Work required -> Write out the listing exactly as it is given.

Material shown ->

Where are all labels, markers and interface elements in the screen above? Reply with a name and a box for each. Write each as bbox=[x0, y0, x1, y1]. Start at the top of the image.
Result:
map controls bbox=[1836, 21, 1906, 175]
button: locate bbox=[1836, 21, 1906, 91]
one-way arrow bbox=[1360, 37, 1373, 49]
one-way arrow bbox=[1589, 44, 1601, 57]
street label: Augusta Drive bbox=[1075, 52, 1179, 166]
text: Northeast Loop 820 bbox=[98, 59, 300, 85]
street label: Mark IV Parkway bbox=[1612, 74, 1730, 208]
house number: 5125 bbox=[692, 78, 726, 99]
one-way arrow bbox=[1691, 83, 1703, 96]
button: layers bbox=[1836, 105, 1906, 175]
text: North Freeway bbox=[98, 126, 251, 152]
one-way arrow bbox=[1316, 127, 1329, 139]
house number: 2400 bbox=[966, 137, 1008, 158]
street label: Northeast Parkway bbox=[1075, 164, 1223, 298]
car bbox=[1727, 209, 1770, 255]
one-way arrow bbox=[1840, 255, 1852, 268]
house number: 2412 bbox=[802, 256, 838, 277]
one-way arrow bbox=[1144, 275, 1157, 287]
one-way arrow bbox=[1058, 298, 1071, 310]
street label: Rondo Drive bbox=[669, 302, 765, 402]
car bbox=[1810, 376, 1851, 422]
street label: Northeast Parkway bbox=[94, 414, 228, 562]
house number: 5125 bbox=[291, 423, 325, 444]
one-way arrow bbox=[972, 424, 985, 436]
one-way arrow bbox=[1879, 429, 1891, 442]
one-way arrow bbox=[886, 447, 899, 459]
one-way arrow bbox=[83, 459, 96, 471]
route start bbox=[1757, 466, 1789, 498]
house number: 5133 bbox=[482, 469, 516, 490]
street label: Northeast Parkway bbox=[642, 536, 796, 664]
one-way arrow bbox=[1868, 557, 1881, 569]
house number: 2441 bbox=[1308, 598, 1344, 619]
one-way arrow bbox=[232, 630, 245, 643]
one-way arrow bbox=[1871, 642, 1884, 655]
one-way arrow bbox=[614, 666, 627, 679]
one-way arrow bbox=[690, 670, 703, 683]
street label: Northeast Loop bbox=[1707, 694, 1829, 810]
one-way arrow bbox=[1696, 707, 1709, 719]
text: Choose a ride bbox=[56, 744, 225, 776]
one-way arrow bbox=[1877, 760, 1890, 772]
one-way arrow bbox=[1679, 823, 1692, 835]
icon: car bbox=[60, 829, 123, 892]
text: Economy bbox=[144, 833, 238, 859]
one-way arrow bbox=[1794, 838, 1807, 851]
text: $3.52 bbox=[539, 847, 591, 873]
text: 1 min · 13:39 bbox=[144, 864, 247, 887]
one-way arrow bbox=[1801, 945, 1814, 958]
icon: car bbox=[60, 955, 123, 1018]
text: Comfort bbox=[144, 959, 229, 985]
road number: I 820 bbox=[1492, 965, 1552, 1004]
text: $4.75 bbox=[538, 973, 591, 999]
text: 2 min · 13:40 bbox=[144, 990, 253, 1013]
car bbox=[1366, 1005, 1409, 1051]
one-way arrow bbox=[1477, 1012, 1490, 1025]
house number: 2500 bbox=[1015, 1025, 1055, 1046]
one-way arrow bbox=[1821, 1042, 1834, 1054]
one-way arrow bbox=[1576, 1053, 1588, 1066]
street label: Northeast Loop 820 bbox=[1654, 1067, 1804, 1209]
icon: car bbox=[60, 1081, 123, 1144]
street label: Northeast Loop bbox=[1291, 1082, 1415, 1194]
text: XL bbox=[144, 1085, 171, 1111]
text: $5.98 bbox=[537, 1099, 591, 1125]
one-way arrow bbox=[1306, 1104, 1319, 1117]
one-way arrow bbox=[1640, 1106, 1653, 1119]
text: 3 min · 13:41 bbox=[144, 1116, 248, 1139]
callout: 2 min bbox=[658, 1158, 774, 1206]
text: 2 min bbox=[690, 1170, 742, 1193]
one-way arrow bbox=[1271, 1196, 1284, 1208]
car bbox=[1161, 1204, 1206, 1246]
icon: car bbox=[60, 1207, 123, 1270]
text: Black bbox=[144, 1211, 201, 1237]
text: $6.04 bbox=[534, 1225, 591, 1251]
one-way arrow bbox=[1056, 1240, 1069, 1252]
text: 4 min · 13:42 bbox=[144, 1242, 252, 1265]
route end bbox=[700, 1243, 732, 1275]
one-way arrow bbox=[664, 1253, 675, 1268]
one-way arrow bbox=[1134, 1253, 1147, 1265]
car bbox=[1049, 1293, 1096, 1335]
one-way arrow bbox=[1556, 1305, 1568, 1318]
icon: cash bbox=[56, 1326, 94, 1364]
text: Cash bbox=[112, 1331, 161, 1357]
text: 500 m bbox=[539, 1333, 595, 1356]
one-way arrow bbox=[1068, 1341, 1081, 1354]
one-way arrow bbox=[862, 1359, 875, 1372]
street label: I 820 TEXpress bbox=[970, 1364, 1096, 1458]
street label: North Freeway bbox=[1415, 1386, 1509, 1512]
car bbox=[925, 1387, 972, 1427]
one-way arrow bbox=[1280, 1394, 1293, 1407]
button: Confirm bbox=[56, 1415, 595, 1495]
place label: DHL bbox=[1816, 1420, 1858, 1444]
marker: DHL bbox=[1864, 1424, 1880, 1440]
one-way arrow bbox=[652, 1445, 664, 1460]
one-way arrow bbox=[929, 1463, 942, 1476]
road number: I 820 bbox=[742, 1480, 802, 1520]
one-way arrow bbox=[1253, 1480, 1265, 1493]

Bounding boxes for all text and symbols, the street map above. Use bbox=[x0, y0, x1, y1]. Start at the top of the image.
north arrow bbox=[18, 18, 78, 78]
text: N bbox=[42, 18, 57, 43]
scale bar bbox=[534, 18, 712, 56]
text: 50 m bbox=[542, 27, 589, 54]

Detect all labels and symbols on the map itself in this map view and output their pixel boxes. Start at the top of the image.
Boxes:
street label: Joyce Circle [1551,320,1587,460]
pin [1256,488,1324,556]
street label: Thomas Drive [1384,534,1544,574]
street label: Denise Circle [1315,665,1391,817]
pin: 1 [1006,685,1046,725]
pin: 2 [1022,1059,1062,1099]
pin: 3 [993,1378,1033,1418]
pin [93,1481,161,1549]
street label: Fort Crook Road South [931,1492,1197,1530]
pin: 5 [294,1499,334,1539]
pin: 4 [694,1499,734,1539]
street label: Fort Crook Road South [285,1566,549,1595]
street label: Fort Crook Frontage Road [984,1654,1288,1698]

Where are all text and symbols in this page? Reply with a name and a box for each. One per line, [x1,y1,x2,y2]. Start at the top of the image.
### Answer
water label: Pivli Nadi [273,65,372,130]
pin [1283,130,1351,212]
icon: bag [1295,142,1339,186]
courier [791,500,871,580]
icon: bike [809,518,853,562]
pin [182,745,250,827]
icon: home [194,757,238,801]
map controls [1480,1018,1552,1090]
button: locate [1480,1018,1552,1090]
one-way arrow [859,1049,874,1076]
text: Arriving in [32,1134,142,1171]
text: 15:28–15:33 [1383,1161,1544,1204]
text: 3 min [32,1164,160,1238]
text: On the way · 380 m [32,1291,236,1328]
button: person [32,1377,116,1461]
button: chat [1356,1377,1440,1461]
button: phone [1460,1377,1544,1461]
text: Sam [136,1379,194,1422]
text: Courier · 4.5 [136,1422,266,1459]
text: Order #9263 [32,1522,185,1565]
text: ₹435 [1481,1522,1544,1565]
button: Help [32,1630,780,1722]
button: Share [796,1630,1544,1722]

Output of the exercise ->
Where are all labels, markers and interface elements in the screen above? Reply with a name and a box for each. Write each as bbox=[x0, y0, x1, y1]. Start at the top of the image.
Result:
map controls bbox=[1836, 21, 1906, 175]
button: locate bbox=[1836, 21, 1906, 91]
one-way arrow bbox=[1360, 37, 1373, 49]
one-way arrow bbox=[1589, 44, 1601, 57]
street label: Augusta Drive bbox=[1075, 52, 1179, 166]
text: Northeast Loop 820 bbox=[98, 59, 300, 85]
street label: Mark IV Parkway bbox=[1612, 74, 1730, 208]
house number: 5125 bbox=[692, 78, 726, 99]
one-way arrow bbox=[1691, 83, 1703, 96]
button: layers bbox=[1836, 105, 1906, 175]
text: North Freeway bbox=[98, 126, 251, 152]
one-way arrow bbox=[1316, 127, 1329, 139]
house number: 2400 bbox=[966, 137, 1008, 158]
street label: Northeast Parkway bbox=[1075, 164, 1223, 298]
car bbox=[1727, 209, 1770, 255]
one-way arrow bbox=[1840, 255, 1852, 268]
house number: 2412 bbox=[802, 256, 838, 277]
one-way arrow bbox=[1144, 275, 1157, 287]
one-way arrow bbox=[1058, 298, 1071, 310]
street label: Rondo Drive bbox=[669, 302, 765, 402]
car bbox=[1810, 376, 1851, 422]
street label: Northeast Parkway bbox=[94, 414, 228, 562]
house number: 5125 bbox=[291, 423, 325, 444]
one-way arrow bbox=[972, 424, 985, 436]
one-way arrow bbox=[1879, 429, 1891, 442]
one-way arrow bbox=[886, 447, 899, 459]
one-way arrow bbox=[83, 459, 96, 471]
route start bbox=[1757, 466, 1789, 498]
house number: 5133 bbox=[482, 469, 516, 490]
street label: Northeast Parkway bbox=[642, 536, 796, 664]
one-way arrow bbox=[1868, 557, 1881, 569]
house number: 2441 bbox=[1308, 598, 1344, 619]
one-way arrow bbox=[232, 630, 245, 643]
one-way arrow bbox=[1871, 642, 1884, 655]
one-way arrow bbox=[614, 666, 627, 679]
one-way arrow bbox=[690, 670, 703, 683]
street label: Northeast Loop bbox=[1707, 694, 1829, 810]
one-way arrow bbox=[1696, 707, 1709, 719]
text: Choose a ride bbox=[56, 744, 225, 776]
one-way arrow bbox=[1877, 760, 1890, 772]
one-way arrow bbox=[1679, 823, 1692, 835]
icon: car bbox=[60, 829, 123, 892]
text: Economy bbox=[144, 833, 238, 859]
one-way arrow bbox=[1794, 838, 1807, 851]
text: $3.52 bbox=[539, 847, 591, 873]
text: 1 min · 13:39 bbox=[144, 864, 247, 887]
one-way arrow bbox=[1801, 945, 1814, 958]
icon: car bbox=[60, 955, 123, 1018]
text: Comfort bbox=[144, 959, 229, 985]
road number: I 820 bbox=[1492, 965, 1552, 1004]
text: $4.75 bbox=[538, 973, 591, 999]
text: 2 min · 13:40 bbox=[144, 990, 253, 1013]
car bbox=[1366, 1005, 1409, 1051]
one-way arrow bbox=[1477, 1012, 1490, 1025]
house number: 2500 bbox=[1015, 1025, 1055, 1046]
one-way arrow bbox=[1821, 1042, 1834, 1054]
one-way arrow bbox=[1576, 1053, 1588, 1066]
street label: Northeast Loop 820 bbox=[1654, 1067, 1804, 1209]
icon: car bbox=[60, 1081, 123, 1144]
street label: Northeast Loop bbox=[1291, 1082, 1415, 1194]
text: XL bbox=[144, 1085, 171, 1111]
text: $5.98 bbox=[537, 1099, 591, 1125]
one-way arrow bbox=[1306, 1104, 1319, 1117]
one-way arrow bbox=[1640, 1106, 1653, 1119]
text: 3 min · 13:41 bbox=[144, 1116, 248, 1139]
callout: 2 min bbox=[658, 1158, 774, 1206]
text: 2 min bbox=[690, 1170, 742, 1193]
one-way arrow bbox=[1271, 1196, 1284, 1208]
car bbox=[1161, 1204, 1206, 1246]
icon: car bbox=[60, 1207, 123, 1270]
text: Black bbox=[144, 1211, 201, 1237]
text: $6.04 bbox=[534, 1225, 591, 1251]
one-way arrow bbox=[1056, 1240, 1069, 1252]
text: 4 min · 13:42 bbox=[144, 1242, 252, 1265]
route end bbox=[700, 1243, 732, 1275]
one-way arrow bbox=[664, 1253, 675, 1268]
one-way arrow bbox=[1134, 1253, 1147, 1265]
car bbox=[1049, 1293, 1096, 1335]
one-way arrow bbox=[1556, 1305, 1568, 1318]
icon: cash bbox=[56, 1326, 94, 1364]
text: Cash bbox=[112, 1331, 161, 1357]
text: 500 m bbox=[539, 1333, 595, 1356]
one-way arrow bbox=[1068, 1341, 1081, 1354]
one-way arrow bbox=[862, 1359, 875, 1372]
street label: I 820 TEXpress bbox=[970, 1364, 1096, 1458]
street label: North Freeway bbox=[1415, 1386, 1509, 1512]
car bbox=[925, 1387, 972, 1427]
one-way arrow bbox=[1280, 1394, 1293, 1407]
button: Confirm bbox=[56, 1415, 595, 1495]
place label: DHL bbox=[1816, 1420, 1858, 1444]
marker: DHL bbox=[1864, 1424, 1880, 1440]
one-way arrow bbox=[652, 1445, 664, 1460]
one-way arrow bbox=[929, 1463, 942, 1476]
road number: I 820 bbox=[742, 1480, 802, 1520]
one-way arrow bbox=[1253, 1480, 1265, 1493]

Bounding boxes for all text and symbols, the street map above. Use bbox=[x0, y0, x1, y1]. Start at the top of the image.
north arrow bbox=[18, 18, 78, 78]
text: N bbox=[42, 18, 57, 43]
scale bar bbox=[534, 18, 712, 56]
text: 50 m bbox=[542, 27, 589, 54]

Detect all labels and symbols on the map itself in this map view and output their pixel boxes. Start at the top of the image.
Boxes:
street label: Joyce Circle [1551,320,1587,460]
pin [1256,488,1324,556]
street label: Thomas Drive [1384,534,1544,574]
street label: Denise Circle [1315,665,1391,817]
pin: 1 [1006,685,1046,725]
pin: 2 [1022,1059,1062,1099]
pin: 3 [993,1378,1033,1418]
pin [93,1481,161,1549]
street label: Fort Crook Road South [931,1492,1197,1530]
pin: 5 [294,1499,334,1539]
pin: 4 [694,1499,734,1539]
street label: Fort Crook Road South [285,1566,549,1595]
street label: Fort Crook Frontage Road [984,1654,1288,1698]

Where are all text and symbols in this page? Reply with a name and a box for each. One per line, [x1,y1,x2,y2]. Start at the top of the image.
### Answer
water label: Pivli Nadi [273,65,372,130]
pin [1283,130,1351,212]
icon: bag [1295,142,1339,186]
courier [791,500,871,580]
icon: bike [809,518,853,562]
pin [182,745,250,827]
icon: home [194,757,238,801]
map controls [1480,1018,1552,1090]
button: locate [1480,1018,1552,1090]
one-way arrow [859,1049,874,1076]
text: Arriving in [32,1134,142,1171]
text: 15:28–15:33 [1383,1161,1544,1204]
text: 3 min [32,1164,160,1238]
text: On the way · 380 m [32,1291,236,1328]
button: person [32,1377,116,1461]
button: chat [1356,1377,1440,1461]
button: phone [1460,1377,1544,1461]
text: Sam [136,1379,194,1422]
text: Courier · 4.5 [136,1422,266,1459]
text: Order #9263 [32,1522,185,1565]
text: ₹435 [1481,1522,1544,1565]
button: Help [32,1630,780,1722]
button: Share [796,1630,1544,1722]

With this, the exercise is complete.